Jose’ and Gerry enjoyed their life together in the area and it doesn’t surprise me that she wanted to do something to support it
Mr Hampton died in 2011 aged 96. After his death his private collection of antique watches and clocks was sold at auction. “We have learnt that some of those clocks hadn’t been circulated for many years and their sale caused considerable excitement among collectors,” said Mrs Groves.
Mrs Hampton donated a Robert Cox long case clock to Christchurch Borough Council in March 2013 in his memory. It still sits in the Mayor’s Parlour.
Her friend described Jose’ as a fiercely independent and a very dignified lady with a wicked sense of humour who enjoyed company. “Jose’ was quite tall and slim, very stylish, and always took great pride in her appearance. She was very kind and caring,” she said.
She and Gerry are now reunited in Christchurch Cemetery.

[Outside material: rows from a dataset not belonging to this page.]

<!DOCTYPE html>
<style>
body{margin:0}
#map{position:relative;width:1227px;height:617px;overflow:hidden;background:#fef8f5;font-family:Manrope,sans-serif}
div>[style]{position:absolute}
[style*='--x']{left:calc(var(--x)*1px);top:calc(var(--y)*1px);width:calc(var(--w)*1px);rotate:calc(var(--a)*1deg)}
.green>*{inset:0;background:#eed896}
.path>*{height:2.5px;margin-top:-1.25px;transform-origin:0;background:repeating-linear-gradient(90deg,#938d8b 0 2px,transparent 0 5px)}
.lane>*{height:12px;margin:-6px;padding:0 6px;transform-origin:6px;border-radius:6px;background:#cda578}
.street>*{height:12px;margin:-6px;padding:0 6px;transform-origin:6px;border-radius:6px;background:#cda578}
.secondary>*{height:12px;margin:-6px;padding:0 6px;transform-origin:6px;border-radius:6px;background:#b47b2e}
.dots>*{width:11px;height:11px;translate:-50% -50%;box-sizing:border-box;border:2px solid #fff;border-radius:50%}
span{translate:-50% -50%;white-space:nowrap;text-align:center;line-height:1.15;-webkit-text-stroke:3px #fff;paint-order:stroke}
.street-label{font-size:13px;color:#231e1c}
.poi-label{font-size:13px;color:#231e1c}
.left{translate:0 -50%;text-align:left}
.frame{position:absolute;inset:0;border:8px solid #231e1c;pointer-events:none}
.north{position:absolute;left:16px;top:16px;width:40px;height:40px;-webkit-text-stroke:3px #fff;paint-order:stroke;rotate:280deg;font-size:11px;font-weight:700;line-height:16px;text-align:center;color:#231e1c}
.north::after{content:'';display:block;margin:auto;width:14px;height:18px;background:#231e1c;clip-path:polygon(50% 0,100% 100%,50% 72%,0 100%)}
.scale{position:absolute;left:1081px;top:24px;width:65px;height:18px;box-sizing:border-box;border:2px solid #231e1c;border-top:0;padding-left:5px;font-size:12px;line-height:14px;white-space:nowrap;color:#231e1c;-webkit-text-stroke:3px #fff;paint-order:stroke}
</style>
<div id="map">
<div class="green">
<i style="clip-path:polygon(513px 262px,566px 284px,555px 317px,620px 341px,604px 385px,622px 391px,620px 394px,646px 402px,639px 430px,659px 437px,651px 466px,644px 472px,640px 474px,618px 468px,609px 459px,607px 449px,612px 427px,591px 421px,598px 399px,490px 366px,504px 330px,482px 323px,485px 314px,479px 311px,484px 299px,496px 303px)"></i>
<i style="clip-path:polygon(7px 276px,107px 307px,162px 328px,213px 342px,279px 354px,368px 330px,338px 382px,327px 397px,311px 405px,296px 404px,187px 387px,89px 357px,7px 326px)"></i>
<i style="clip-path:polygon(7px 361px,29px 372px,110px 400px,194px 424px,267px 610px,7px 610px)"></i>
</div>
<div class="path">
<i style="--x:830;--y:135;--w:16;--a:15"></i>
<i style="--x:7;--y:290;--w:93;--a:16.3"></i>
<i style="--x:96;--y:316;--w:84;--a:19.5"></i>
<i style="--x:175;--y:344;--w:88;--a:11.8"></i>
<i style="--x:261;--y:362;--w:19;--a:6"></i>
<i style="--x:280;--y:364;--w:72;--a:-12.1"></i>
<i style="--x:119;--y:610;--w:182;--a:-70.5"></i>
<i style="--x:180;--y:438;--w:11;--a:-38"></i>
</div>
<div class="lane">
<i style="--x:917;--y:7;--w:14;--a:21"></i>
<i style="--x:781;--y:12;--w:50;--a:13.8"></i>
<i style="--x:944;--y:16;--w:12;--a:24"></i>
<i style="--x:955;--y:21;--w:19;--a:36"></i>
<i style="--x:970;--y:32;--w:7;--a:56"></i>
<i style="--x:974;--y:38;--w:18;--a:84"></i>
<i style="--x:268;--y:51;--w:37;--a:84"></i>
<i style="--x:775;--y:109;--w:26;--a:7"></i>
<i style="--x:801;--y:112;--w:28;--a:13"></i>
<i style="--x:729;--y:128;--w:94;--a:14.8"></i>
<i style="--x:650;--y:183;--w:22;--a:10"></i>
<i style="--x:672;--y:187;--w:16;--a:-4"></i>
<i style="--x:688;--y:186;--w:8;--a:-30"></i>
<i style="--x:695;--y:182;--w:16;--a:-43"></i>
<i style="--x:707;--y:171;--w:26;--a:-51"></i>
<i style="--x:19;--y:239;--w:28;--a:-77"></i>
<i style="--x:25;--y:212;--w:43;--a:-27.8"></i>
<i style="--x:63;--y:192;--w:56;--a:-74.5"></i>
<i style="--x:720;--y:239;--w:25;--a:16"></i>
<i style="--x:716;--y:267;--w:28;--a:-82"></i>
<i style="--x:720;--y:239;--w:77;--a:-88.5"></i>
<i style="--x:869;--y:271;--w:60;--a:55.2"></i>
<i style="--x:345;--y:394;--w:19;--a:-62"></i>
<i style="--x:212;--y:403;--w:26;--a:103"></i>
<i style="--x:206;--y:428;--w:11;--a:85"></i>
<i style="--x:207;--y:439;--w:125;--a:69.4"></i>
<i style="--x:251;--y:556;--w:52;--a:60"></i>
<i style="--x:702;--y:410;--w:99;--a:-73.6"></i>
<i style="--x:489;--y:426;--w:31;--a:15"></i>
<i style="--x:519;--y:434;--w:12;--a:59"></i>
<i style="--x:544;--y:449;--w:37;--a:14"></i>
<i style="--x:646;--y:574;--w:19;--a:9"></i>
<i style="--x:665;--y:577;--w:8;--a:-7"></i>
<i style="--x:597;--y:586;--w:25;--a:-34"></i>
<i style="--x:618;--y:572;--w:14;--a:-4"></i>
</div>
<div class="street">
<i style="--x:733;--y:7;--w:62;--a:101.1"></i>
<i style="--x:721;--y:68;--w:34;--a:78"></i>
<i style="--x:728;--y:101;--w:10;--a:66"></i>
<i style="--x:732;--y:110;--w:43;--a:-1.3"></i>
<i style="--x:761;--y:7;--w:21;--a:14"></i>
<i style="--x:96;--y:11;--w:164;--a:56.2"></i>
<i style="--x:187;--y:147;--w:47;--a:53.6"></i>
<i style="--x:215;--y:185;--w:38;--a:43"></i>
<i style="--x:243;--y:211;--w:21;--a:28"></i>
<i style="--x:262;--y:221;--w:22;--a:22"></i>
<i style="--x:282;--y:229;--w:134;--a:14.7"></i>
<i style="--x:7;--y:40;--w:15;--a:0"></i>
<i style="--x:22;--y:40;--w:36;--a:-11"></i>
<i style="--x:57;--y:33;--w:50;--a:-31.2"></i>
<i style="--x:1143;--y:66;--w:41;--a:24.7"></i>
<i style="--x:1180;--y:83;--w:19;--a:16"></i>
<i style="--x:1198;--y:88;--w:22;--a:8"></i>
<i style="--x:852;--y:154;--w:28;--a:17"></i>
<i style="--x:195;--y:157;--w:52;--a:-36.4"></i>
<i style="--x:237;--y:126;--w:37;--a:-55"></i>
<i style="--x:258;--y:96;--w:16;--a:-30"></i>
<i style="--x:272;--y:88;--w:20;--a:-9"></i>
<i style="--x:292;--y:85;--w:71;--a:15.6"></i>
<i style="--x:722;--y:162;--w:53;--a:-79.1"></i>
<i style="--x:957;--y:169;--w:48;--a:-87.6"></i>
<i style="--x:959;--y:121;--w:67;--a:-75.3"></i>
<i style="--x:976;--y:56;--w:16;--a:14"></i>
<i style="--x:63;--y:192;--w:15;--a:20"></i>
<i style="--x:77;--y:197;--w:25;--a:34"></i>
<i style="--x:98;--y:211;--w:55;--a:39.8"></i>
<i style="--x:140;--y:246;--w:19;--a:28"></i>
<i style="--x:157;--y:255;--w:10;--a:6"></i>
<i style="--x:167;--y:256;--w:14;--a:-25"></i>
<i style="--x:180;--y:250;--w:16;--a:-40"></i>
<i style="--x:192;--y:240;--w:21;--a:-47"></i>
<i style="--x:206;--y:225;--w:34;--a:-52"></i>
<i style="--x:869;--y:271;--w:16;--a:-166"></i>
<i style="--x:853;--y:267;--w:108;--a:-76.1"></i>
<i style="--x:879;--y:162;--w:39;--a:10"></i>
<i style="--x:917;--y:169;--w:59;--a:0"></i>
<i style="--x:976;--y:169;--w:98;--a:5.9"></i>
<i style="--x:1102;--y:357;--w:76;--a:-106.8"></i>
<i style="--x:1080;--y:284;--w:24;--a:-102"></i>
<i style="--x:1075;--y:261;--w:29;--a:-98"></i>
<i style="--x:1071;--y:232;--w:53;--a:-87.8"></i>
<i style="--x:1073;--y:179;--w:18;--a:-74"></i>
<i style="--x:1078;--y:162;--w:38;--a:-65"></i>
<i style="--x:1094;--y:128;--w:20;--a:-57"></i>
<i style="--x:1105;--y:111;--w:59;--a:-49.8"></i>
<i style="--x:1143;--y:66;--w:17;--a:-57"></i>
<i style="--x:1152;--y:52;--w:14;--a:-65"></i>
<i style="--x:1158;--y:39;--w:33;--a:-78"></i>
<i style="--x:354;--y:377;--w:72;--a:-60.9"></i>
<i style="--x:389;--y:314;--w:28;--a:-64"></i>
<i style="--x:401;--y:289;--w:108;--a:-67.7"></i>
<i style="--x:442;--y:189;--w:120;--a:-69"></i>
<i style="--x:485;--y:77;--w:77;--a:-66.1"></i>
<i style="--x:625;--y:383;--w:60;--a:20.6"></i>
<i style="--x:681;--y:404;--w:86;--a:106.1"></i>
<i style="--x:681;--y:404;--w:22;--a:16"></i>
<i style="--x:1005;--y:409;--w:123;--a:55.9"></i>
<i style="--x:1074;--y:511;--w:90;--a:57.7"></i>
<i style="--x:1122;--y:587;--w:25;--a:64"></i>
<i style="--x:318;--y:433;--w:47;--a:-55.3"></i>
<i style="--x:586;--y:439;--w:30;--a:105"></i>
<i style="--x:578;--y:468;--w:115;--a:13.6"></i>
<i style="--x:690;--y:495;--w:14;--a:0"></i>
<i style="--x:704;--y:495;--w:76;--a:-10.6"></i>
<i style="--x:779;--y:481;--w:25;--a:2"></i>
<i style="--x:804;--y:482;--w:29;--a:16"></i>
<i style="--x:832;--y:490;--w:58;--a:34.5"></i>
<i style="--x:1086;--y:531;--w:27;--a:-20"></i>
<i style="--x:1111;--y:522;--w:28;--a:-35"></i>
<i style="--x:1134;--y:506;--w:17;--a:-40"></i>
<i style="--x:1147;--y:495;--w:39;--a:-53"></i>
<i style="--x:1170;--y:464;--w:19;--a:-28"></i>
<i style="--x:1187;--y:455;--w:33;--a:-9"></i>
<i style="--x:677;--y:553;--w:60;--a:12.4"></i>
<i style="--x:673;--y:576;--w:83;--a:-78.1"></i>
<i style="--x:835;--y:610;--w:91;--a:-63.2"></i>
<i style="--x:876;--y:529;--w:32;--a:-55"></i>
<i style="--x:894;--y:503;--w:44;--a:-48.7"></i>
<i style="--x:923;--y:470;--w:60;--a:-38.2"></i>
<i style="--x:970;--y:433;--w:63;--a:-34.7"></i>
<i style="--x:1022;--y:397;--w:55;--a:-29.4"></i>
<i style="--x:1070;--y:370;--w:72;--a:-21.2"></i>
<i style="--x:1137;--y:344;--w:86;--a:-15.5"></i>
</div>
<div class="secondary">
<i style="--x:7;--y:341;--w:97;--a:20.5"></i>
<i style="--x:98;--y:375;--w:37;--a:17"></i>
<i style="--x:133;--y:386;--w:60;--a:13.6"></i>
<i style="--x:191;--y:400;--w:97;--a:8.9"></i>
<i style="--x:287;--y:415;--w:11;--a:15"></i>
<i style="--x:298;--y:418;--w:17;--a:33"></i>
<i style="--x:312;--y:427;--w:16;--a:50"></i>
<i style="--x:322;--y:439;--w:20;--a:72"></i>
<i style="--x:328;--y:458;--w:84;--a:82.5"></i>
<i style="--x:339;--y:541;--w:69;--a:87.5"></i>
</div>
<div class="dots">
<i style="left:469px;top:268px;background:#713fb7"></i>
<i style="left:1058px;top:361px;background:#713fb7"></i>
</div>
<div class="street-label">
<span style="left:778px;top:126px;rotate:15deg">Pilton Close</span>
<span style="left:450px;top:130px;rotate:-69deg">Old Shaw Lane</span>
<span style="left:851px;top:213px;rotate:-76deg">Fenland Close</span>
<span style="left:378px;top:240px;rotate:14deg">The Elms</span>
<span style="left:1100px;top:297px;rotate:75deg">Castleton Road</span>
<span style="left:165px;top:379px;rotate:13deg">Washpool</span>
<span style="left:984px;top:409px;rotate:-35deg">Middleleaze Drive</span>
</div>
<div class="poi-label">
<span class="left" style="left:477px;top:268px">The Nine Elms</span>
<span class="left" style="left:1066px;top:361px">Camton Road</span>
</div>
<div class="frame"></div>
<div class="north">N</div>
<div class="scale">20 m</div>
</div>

Mr Robson said the fund will provide a secure and resilient stream of income for grass roots groups and charities for decades to come. “This wonderful legacy will ensure that Jose’ and Gerry and their love for each other and the place they called home will never be forgotten.
“The fund is there forever and it will go on providing money to make peoples’ lives better. What better memorial than that?”